Billy Mitchell’s War With The Navy: The Interwar Rivalry Over Air Power by Thomas Wildenberg, Naval Institute Press, Annapolis, Md., 2013, $34.95
Brigadier General William Mitchell has been controversial since 1919, when he first began to publicly advocate for a separate and unified aviation branch of the U.S. military services. Like many of Billy Mitchell’s ideas, it did not originate with him. The British had already established an autonomous Royal Air Force by combining the army’s Royal Flying Corps with the Royal Naval Air Service in 1918.
During the 1920s, Mitchell continued to campaign vociferously for an independent U.S. air force, simultaneously infuriating the Navy by arguing that airplanes rendered the fleet obsolete. He managed to antagonize the Army hierarchy as well, eventually leading to the highly publicized court-martial for insubordination that ended his military career in 1926.

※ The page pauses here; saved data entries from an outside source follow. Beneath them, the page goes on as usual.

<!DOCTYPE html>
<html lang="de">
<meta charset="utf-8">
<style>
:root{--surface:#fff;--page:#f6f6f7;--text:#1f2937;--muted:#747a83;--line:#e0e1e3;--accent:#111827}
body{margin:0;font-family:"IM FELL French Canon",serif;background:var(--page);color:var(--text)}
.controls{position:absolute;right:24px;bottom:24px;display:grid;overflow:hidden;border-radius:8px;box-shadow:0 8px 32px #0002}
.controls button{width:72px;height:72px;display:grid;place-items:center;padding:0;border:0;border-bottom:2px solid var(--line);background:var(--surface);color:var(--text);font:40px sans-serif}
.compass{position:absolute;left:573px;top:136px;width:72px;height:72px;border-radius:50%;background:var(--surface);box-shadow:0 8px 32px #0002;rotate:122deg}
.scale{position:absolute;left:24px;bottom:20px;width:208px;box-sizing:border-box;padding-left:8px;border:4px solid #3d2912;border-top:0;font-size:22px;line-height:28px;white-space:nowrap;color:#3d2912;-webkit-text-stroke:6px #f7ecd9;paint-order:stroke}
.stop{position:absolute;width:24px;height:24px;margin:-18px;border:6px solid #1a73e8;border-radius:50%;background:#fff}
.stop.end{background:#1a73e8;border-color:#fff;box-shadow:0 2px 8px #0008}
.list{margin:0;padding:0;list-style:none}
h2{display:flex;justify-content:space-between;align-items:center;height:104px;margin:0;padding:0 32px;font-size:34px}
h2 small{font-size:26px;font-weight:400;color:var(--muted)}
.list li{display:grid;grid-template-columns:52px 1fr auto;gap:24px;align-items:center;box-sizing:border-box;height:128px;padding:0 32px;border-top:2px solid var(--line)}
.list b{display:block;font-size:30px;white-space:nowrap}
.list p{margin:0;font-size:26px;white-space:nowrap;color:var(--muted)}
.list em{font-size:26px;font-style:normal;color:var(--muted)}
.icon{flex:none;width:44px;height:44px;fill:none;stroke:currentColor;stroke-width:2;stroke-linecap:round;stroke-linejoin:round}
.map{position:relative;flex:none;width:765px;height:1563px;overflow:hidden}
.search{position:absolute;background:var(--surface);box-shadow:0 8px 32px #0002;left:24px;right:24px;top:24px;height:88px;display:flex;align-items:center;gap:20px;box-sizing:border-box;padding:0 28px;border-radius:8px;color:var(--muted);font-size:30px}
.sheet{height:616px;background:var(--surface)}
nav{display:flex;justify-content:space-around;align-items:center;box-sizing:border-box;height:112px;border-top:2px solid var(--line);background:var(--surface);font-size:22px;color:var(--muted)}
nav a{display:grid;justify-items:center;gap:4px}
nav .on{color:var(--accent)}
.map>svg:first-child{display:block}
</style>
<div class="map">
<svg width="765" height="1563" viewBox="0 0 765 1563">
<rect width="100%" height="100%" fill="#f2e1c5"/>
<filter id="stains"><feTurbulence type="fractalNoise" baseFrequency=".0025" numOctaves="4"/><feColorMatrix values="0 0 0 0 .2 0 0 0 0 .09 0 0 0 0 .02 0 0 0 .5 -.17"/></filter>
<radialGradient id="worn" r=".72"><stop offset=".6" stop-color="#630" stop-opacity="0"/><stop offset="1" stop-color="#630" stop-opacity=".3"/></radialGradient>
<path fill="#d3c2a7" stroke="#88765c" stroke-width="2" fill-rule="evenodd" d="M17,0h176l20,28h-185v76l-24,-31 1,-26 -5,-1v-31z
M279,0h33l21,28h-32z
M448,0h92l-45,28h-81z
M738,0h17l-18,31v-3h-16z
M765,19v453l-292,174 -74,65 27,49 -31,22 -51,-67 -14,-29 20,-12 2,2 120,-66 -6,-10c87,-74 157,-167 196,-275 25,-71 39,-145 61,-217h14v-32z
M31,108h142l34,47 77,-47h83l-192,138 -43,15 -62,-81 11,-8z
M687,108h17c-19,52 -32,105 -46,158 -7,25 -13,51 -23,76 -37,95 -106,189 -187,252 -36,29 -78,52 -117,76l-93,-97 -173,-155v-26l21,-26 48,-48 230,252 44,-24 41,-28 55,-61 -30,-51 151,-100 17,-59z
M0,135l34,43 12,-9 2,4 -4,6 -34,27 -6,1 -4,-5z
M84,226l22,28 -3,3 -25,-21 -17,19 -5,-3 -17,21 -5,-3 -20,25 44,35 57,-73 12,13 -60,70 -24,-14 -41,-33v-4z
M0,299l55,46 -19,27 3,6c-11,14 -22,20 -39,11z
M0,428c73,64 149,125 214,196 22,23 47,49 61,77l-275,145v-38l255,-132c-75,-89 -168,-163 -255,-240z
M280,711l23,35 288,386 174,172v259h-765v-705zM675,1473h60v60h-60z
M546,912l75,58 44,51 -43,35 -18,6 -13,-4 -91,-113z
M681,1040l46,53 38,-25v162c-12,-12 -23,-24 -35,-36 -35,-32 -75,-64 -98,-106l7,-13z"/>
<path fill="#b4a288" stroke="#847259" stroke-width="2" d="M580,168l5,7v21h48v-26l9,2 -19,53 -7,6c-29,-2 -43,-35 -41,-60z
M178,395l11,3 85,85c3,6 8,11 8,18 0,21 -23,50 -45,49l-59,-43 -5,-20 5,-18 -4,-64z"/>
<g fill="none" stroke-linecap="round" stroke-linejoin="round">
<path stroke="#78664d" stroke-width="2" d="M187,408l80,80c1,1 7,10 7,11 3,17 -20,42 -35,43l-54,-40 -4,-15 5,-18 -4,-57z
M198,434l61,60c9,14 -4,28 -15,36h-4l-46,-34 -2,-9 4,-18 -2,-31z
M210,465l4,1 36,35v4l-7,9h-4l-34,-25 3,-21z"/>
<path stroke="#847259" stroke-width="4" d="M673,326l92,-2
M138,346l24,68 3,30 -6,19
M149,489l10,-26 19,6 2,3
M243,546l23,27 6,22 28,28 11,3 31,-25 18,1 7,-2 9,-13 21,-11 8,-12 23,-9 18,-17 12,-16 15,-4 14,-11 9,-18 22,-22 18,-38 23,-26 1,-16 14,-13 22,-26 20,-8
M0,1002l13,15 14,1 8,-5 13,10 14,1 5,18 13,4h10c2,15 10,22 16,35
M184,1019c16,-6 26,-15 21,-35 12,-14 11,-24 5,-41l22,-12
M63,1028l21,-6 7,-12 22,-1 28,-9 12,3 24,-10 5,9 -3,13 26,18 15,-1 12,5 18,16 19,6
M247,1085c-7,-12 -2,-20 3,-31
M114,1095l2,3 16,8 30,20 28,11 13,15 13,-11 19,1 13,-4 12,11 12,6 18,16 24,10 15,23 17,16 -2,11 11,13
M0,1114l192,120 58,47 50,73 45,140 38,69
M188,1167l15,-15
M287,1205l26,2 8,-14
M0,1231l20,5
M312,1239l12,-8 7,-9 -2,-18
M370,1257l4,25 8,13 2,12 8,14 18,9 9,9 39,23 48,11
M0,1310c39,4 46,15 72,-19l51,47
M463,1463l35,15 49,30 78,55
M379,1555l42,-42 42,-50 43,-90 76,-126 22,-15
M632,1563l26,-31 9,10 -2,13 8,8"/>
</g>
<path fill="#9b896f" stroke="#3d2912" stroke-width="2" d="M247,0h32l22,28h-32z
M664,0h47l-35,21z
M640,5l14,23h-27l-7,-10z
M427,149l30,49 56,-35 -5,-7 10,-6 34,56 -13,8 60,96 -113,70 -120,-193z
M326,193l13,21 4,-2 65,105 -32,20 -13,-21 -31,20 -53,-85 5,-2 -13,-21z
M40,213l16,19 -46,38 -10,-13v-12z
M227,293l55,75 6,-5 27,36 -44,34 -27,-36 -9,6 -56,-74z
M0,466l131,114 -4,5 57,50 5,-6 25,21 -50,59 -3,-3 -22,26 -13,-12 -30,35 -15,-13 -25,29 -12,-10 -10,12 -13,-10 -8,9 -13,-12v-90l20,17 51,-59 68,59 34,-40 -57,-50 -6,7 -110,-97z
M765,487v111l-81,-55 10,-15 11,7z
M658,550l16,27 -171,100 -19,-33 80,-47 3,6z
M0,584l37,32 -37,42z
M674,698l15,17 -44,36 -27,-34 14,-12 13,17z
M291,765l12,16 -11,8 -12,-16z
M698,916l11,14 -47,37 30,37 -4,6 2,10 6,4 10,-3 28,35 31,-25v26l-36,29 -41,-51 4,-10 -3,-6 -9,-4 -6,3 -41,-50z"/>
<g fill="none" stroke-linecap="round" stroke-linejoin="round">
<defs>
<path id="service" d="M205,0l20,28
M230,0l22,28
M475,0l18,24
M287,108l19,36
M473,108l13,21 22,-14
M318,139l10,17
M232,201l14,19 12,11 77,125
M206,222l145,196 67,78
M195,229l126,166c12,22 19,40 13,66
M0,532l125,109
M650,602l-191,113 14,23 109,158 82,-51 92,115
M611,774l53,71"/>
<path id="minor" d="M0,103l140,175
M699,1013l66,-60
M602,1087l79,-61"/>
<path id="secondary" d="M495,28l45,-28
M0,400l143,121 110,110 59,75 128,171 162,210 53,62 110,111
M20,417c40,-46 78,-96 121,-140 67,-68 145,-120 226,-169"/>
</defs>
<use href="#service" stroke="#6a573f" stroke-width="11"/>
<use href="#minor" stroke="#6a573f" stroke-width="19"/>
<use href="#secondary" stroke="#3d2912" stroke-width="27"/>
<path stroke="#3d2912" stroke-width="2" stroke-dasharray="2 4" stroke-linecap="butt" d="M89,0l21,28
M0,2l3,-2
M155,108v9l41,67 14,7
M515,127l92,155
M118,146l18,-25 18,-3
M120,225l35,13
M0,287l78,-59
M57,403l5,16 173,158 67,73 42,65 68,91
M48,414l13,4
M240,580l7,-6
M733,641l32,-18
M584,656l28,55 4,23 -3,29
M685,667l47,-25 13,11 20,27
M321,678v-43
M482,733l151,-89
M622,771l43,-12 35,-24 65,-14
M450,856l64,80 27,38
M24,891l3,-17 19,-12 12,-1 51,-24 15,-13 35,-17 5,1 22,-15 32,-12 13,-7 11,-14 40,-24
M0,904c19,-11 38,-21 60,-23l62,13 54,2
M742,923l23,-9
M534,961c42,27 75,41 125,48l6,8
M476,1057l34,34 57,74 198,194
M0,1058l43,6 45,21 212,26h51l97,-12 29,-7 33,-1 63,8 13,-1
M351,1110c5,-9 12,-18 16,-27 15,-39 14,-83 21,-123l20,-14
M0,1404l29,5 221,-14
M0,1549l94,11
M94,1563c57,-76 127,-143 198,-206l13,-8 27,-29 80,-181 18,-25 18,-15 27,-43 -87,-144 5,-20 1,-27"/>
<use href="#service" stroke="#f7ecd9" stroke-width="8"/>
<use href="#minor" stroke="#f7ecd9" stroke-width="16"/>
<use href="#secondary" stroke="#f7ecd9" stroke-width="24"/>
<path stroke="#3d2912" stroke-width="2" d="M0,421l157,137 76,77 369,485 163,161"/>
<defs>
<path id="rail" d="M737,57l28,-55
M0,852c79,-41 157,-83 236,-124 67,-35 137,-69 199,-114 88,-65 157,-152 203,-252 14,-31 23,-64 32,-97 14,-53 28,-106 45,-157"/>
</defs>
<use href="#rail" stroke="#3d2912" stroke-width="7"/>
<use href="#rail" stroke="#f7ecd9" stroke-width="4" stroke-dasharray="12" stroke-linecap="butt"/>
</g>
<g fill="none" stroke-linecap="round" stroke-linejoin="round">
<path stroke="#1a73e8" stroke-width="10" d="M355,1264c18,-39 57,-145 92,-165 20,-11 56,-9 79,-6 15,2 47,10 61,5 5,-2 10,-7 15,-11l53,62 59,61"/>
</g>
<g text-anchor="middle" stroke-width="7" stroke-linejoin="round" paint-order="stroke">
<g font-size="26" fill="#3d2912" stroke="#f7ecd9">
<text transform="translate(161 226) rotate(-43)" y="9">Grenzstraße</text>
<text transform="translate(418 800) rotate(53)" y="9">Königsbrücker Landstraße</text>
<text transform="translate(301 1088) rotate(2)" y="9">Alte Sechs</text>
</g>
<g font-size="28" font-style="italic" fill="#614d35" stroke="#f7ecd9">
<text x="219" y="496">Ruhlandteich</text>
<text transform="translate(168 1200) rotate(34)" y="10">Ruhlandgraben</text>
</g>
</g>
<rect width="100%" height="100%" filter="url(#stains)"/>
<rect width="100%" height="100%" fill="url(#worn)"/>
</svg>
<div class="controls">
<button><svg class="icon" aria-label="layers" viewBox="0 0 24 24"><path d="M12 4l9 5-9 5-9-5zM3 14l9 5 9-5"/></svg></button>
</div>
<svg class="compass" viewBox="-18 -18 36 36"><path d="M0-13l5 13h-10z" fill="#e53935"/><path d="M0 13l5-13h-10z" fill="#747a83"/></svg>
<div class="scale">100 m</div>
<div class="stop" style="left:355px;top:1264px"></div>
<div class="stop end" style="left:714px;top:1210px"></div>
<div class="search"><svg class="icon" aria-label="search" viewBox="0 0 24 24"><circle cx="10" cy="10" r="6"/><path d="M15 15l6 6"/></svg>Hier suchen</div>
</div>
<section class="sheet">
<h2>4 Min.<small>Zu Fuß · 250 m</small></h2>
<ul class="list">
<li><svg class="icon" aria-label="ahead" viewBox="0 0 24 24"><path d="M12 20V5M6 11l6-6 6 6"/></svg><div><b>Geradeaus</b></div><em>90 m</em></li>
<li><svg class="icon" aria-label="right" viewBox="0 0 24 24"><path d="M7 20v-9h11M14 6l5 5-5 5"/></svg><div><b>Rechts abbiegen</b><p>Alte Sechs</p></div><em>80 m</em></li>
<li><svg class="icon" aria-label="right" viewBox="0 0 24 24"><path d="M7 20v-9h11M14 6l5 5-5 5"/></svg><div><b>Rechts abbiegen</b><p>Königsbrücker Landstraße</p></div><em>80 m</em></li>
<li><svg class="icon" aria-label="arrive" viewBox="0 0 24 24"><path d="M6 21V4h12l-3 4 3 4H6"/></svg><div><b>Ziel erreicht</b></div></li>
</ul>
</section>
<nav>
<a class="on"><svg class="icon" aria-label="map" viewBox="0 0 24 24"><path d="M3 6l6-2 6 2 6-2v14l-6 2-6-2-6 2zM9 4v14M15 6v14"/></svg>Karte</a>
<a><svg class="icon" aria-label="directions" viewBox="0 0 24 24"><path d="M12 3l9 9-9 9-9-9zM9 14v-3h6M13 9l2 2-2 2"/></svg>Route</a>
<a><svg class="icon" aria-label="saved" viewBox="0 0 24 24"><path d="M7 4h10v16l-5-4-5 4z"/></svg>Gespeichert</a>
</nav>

Over the years Mitchell has evolved into a virtual patron saint to the U.S. Air Force, the foundation of which he didn’t live to see. That view is not shared by members of the naval aviation community, who—Mitchell’s statements to the contrary—were never in favor of a unified air service. In fact, as Thomas Wildenberg demonstrates, the animus that Mitchell almost single-handedly created between Army and Navy aviation persisted throughout the interwar period.
Billy Mitchell’s War With the Navy is a new account of his role in fomenting that bitter interservice rivalry, as well as the services’ competition over the limited funds then being made available by Congress for aviation development. While the book is meticulously researched, the fact that the author is a retired naval officer, and that it was published by the Naval Institute, makes one suspect the impartiality of at least some of the text. Still, it is a highly readable account of a fascinating period.